● **Problem statement**:
Copy, in full, each line of the material that holds the word "read".

● **Available data**:
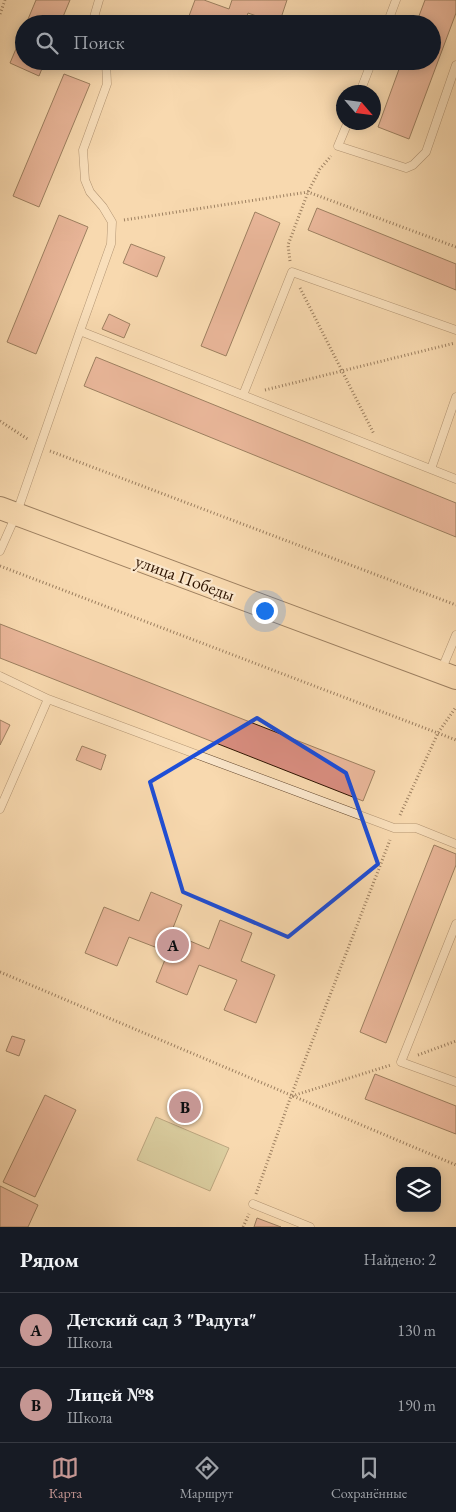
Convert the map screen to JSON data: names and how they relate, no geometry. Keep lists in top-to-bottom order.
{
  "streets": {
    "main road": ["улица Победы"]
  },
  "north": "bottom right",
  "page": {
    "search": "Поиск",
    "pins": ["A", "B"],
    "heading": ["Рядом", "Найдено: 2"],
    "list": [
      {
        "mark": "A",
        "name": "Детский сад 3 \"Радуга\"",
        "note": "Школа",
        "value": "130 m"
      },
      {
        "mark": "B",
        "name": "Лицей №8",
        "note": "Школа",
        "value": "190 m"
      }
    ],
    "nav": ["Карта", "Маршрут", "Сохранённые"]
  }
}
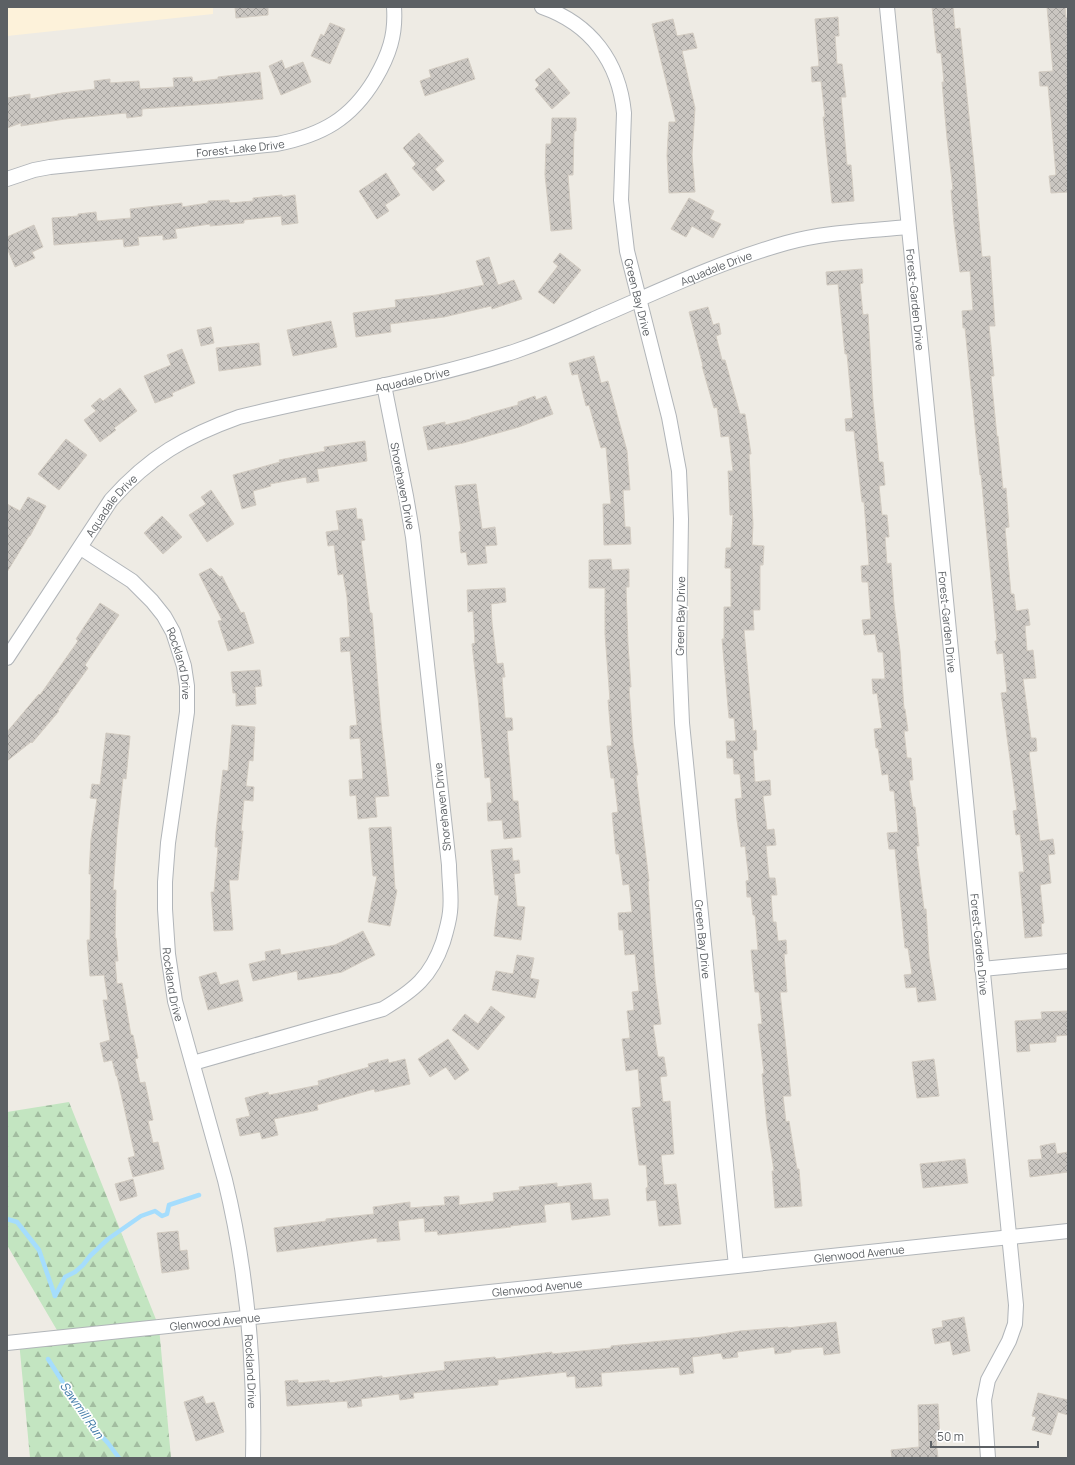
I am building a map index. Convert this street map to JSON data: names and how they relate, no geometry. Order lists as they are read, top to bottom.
==
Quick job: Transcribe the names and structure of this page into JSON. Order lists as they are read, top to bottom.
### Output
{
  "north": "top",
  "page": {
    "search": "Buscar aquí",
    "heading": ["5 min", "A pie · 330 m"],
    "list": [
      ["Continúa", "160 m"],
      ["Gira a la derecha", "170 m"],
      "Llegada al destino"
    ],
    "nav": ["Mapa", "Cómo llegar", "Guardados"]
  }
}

● **Result of the exercise**:
I am building a map index. Convert this street map to JSON data: names and how they relate, no geometry. Order lists as they are read, top to bottom.
Quick job: Transcribe the names and structure of this page into JSON. Order lists as they are read, top to bottom.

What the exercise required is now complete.